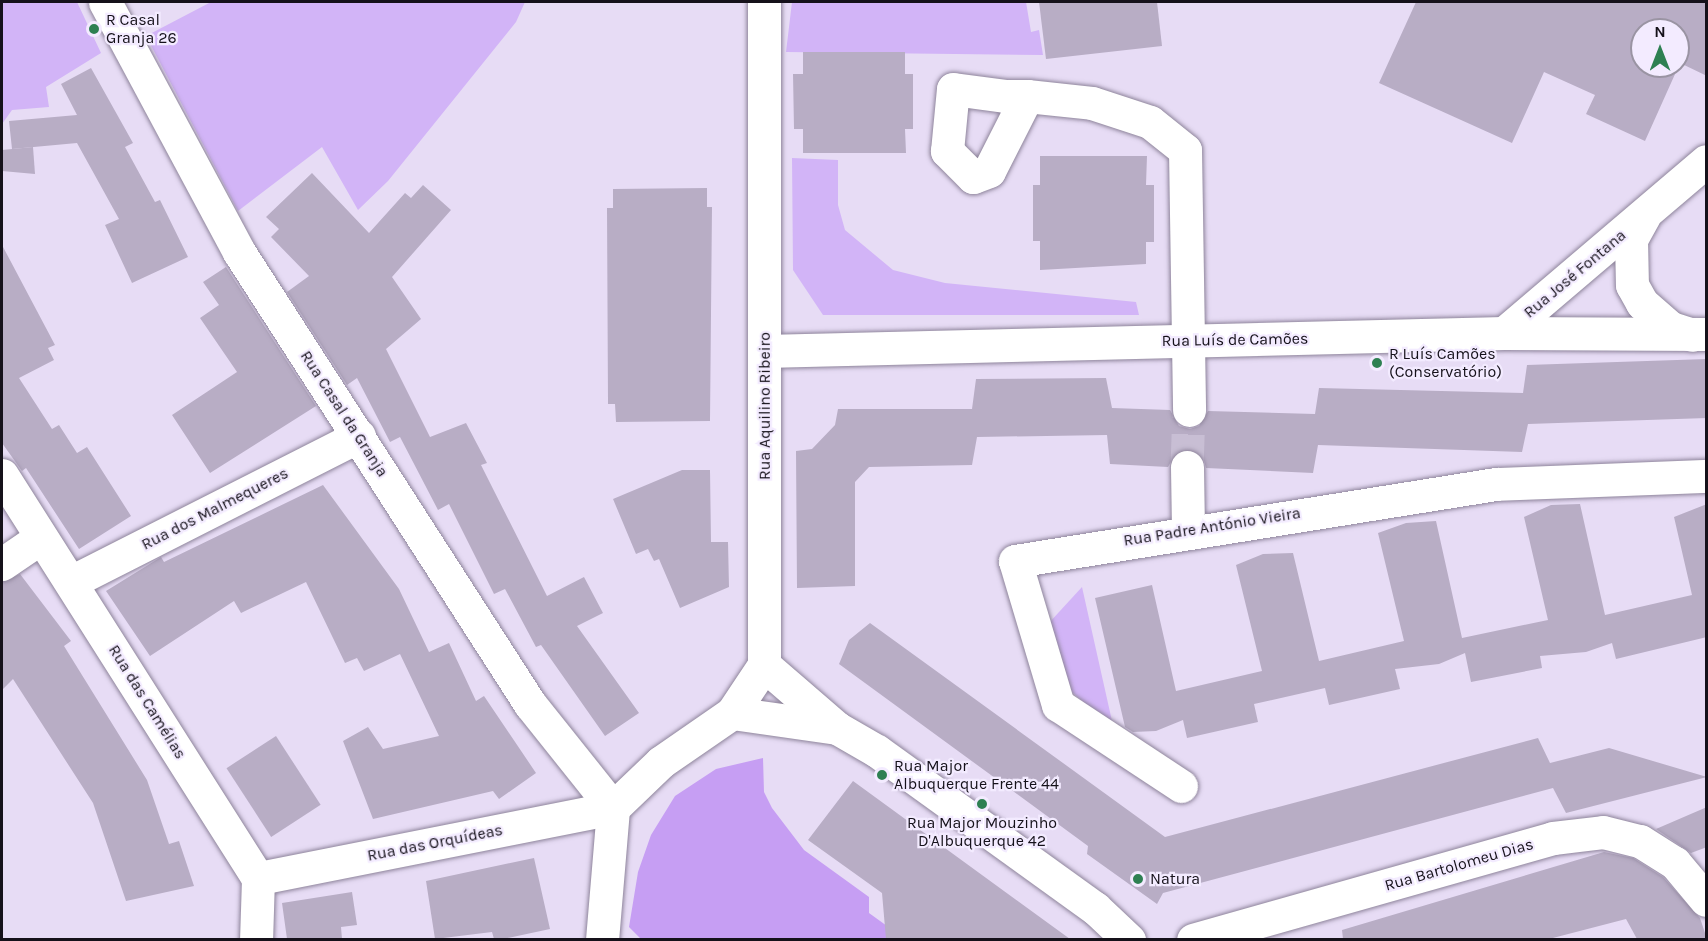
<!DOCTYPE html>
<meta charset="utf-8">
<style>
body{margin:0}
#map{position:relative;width:1708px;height:941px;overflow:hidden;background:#e7dcf5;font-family:Karla,sans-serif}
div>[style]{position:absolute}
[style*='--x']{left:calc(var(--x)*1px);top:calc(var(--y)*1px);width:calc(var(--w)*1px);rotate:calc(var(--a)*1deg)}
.green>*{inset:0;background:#d2b4f7}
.forest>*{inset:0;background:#c69ef3}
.building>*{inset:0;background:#b8adc5;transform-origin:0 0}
.minor-tunnel>*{height:33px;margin-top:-16.5px;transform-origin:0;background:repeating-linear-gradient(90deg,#c8bed4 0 33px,transparent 0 49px)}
.roads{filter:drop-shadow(0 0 2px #8e849b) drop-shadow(0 0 2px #8e849b)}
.minor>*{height:33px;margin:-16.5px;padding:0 16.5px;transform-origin:16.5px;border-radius:16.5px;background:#fff}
.tertiary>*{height:33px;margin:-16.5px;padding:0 16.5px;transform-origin:16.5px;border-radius:16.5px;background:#fff}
.dots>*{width:16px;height:16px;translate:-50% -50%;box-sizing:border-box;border:3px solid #f3ebff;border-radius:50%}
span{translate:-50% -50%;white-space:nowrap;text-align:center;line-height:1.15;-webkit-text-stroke:4.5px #f3ebff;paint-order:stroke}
.poi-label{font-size:16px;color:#15111a}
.left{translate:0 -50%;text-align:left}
.street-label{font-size:16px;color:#15111a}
.frame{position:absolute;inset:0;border:3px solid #15111a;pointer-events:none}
.north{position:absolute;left:1630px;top:18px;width:60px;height:60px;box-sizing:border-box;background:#f3ebff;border:2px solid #9a94a3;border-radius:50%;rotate:0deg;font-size:16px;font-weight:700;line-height:24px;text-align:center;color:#15111a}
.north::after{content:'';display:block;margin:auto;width:21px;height:27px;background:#2e8052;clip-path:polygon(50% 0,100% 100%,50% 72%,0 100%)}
</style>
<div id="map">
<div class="green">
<i style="clip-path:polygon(2px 2px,77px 2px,101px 53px,46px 87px,49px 107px,12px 110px,2px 124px)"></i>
<i style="clip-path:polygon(211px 2px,525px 2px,516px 22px,388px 181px,358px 210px,322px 147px,238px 211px,146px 36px)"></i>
<i style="clip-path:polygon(792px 2px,1026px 2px,1031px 32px,1039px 30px,1043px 55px,786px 52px)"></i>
<i style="clip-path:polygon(792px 158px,838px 160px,838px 205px,845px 230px,893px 270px,945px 283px,1136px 302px,1139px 315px,823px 315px,793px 270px)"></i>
<i style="clip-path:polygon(1082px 587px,1114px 730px,1059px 680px,1048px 624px)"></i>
</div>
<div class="forest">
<i style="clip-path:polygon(763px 758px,764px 792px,772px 808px,804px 850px,869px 897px,869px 913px,887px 926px,886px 940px,642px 940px,629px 927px,638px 872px,651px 835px,675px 796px,716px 769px)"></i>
</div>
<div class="building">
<i style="clip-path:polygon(1039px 2px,1157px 2px,1162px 46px,1046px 59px)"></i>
<i style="clip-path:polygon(evenodd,1416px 2px,1707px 2px,1707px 76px,1680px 63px,1645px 141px,1586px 114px,1595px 95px,1544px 72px,1512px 143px,1379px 83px,1416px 2px,1642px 30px,1678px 30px,1678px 66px,1642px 66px,1642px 30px)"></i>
<i style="clip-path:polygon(803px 52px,905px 52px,905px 74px,913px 74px,913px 129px,905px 129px,906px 153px,803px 153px,803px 129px,794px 129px,793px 74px,803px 74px)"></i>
<i style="clip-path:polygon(91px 68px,133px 143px,125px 147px,155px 202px,160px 200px,188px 257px,132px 283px,105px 225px,119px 219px,77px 143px,12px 149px,9px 121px,77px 115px,61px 84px)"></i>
<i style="clip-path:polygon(33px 147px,35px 174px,2px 171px,2px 150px)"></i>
<i style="clip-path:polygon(1040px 156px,1147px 156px,1146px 185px,1154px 185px,1154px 242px,1146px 242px,1146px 264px,1040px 270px,1040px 241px,1033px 241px,1033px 185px,1040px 185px)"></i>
<i style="clip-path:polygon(312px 173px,369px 233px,405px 193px,411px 198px,423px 185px,451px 210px,392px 277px,421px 319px,386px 349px,430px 437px,466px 423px,487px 463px,481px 465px,547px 596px,584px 577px,603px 613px,577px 626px,639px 713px,605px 736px,541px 645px,536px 647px,505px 589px,494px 594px,449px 504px,438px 510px,400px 437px,390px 442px,357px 378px,347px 385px,287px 292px,309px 276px,271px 237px,279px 229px,266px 217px)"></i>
<i style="clip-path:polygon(707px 188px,707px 207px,712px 207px,710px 421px,616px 422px,615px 404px,608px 404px,607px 208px,613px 208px,613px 189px)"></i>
<i style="clip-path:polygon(2px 245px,55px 345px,48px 348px,54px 360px,19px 378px,52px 429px,59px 425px,77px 453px,87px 447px,131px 516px,79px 549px,26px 468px,22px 471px,2px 443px)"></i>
<i style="clip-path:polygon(226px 267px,316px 406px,210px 473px,172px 415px,237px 372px,200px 318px,219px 305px,203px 282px)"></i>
<i style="clip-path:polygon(1707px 359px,1707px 418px,1528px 424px,1522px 452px,1318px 445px,1313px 473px,1206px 468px,1203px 457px,1187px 448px,1177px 451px,1168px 467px,1110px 464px,1107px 435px,977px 437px,972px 465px,869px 467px,855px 482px,855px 586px,797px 588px,796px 451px,812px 449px,835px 425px,838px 409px,972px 409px,976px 379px,1106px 378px,1112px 408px,1170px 410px,1179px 426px,1190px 429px,1199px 426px,1208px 411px,1315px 414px,1319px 388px,1523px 393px,1527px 365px)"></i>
<i style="clip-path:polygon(682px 470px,710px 470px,711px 542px,728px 542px,729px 587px,680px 608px,659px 559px,654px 561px,648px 549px,636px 554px,613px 499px)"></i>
<i style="clip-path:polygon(323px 485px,399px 589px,429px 652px,449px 643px,476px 701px,484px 696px,536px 773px,499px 799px,493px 791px,373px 819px,343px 741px,368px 727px,383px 749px,439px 736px,400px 654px,364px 671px,357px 658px,345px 663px,306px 582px,241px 613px,234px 601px,150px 656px,106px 591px,161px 557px,164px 562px)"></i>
<i style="clip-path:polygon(1580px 504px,1605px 615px,1692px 595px,1674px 517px,1707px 504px,1707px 637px,1616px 659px,1612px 643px,1586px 652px,1540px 656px,1542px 668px,1471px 682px,1465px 653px,1439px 664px,1395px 669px,1400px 689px,1329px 705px,1325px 688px,1254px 704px,1258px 722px,1187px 738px,1183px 720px,1156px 731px,1133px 732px,1125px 727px,1095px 598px,1152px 585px,1176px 691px,1262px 671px,1236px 565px,1263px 554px,1293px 553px,1319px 661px,1404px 641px,1378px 533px,1406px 523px,1436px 521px,1462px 638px,1548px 620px,1524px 517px,1551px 505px)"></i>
<i style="clip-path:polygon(20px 574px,71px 641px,64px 646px,147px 780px,169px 844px,179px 841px,194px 886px,126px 901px,93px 803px,13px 679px,2px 690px,2px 582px)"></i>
<i style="clip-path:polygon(870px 623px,1165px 837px,1538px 738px,1550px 763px,1609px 748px,1707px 777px,1566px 813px,1553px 788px,1163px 893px,1157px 904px,1087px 854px,1088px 846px,839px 664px,849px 640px)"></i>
<i style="left:276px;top:736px;width:82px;height:59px;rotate:57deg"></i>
<i style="clip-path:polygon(853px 781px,1070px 939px,886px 939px,882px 893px,808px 840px)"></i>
<i style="clip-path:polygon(1707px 807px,1707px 847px,1691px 853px,1656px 829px)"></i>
<i style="clip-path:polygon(1604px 852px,1633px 858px,1663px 877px,1700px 918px,1707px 939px,1637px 939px,1626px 919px,1549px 939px,1343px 939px,1342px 930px)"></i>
<i style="clip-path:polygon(534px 858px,550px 929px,503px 939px,494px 939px,492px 932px,435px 939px,426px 881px)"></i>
<i style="clip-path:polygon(352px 892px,357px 925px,341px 927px,342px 939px,287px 939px,282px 903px)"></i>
</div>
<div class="minor-tunnel">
<i style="--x:1187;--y:467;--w:57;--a:-88"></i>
</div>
<div class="roads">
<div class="minor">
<i style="--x:105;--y:2;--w:284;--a:61.8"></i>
<i style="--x:239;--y:252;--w:538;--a:57.23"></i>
<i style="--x:530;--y:704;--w:133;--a:51.4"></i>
<i style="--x:613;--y:808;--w:362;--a:168.8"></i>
<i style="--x:1027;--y:96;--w:84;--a:116.9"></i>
<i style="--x:989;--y:171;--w:17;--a:159"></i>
<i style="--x:973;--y:177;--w:37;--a:-135"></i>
<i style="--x:947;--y:151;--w:62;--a:-84.5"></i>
<i style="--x:953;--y:89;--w:52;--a:7.7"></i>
<i style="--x:1005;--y:96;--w:22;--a:0"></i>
<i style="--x:1027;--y:96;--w:65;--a:6.1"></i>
<i style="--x:1092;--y:103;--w:61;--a:18.1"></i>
<i style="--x:1150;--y:122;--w:45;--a:38.7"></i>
<i style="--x:1185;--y:150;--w:260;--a:89.1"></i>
<i style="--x:1644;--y:216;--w:26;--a:119"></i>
<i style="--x:1631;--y:239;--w:46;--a:88.8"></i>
<i style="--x:1632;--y:285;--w:21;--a:61"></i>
<i style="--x:1642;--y:303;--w:38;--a:41"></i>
<i style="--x:1671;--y:328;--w:22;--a:18"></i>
<i style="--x:1504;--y:333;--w:265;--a:-40.4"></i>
<i style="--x:1187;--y:467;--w:63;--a:89.1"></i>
<i style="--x:2;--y:475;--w:477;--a:57.6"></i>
<i style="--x:258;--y:878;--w:62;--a:91.8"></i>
<i style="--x:2;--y:564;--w:46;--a:-34.4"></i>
<i style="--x:71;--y:582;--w:323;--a:-26.9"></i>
<i style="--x:764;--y:665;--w:96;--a:40.8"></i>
<i style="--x:732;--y:713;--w:106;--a:8.1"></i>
<i style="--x:837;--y:728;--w:46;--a:29.9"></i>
<i style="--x:877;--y:751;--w:269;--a:35.8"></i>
<i style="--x:1095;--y:908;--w:47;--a:43.3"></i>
<i style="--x:1181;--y:786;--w:147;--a:-146.6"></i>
<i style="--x:1058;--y:705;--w:150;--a:-106.6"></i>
<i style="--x:1015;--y:561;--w:487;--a:-9.1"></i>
<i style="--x:1496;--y:484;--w:210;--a:-2.2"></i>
<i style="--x:1193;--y:940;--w:374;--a:-15.8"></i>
<i style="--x:1553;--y:838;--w:50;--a:-6.8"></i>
<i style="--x:1603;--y:832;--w:38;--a:14"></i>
<i style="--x:1640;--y:841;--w:41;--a:32.2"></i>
<i style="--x:1675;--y:863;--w:48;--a:50"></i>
</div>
<div class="tertiary">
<i style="--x:764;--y:351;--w:740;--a:-1.39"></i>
<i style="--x:1504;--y:333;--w:202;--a:0.3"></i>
<i style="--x:602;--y:940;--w:132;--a:-85.2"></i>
<i style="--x:613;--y:808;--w:66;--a:-43.8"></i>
<i style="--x:661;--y:762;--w:86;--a:-34.6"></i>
<i style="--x:732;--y:713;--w:58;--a:-56.3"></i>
<i style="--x:764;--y:665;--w:663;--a:-90"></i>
</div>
</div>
<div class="dots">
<i style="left:94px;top:29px;background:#2e8052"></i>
<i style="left:1377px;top:363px;background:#2e8052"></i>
<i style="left:882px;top:775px;background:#2e8052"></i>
<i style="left:982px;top:804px;background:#2e8052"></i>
<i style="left:1138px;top:879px;background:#2e8052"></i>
</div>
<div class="poi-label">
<span class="left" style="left:106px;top:29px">R Casal<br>Granja 26</span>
<span class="left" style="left:1389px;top:363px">R Luís Camões<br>(Conservatório)</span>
<span class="left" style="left:894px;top:775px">Rua Major<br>Albuquerque Frente 44</span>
<span style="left:982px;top:832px">Rua Major Mouzinho<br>D'Albuquerque 42</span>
<span class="left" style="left:1150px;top:879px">Natura</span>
</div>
<div class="street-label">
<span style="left:1575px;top:274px;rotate:-40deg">Rua José Fontana</span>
<span style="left:1235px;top:340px;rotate:-1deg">Rua Luís de Camões</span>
<span style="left:765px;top:406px;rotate:-90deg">Rua Aquilino Ribeiro</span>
<span style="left:344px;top:414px;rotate:57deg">Rua Casal da Granja</span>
<span style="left:215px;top:509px;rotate:-27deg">Rua dos Malmequeres</span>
<span style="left:1212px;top:527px;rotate:-9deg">Rua Padre António Vieira</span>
<span style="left:147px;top:702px;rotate:58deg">Rua das Camélias</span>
<span style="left:435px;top:843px;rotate:-11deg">Rua das Orquídeas</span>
<span style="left:1459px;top:865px;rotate:-16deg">Rua Bartolomeu Dias</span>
</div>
<div class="frame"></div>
<div class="north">N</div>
</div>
◇ ◇ ◇ ◇ ◇ ◇ ◇
Exercise aim: Set down exactly the lines from the start of the records through the line containing "2px #8e849b) drop-shadow(0", both included, and omit the pictures.

Output of the task:
<!DOCTYPE html>
<meta charset="utf-8">
<style>
body{margin:0}
#map{position:relative;width:1708px;height:941px;overflow:hidden;background:#e7dcf5;font-family:Karla,sans-serif}
div>[style]{position:absolute}
[style*='--x']{left:calc(var(--x)*1px);top:calc(var(--y)*1px);width:calc(var(--w)*1px);rotate:calc(var(--a)*1deg)}
.green>*{inset:0;background:#d2b4f7}
.forest>*{inset:0;background:#c69ef3}
.building>*{inset:0;background:#b8adc5;transform-origin:0 0}
.minor-tunnel>*{height:33px;margin-top:-16.5px;transform-origin:0;background:repeating-linear-gradient(90deg,#c8bed4 0 33px,transparent 0 49px)}
.roads{filter:drop-shadow(0 0 2px #8e849b) drop-shadow(0 0 2px #8e849b)}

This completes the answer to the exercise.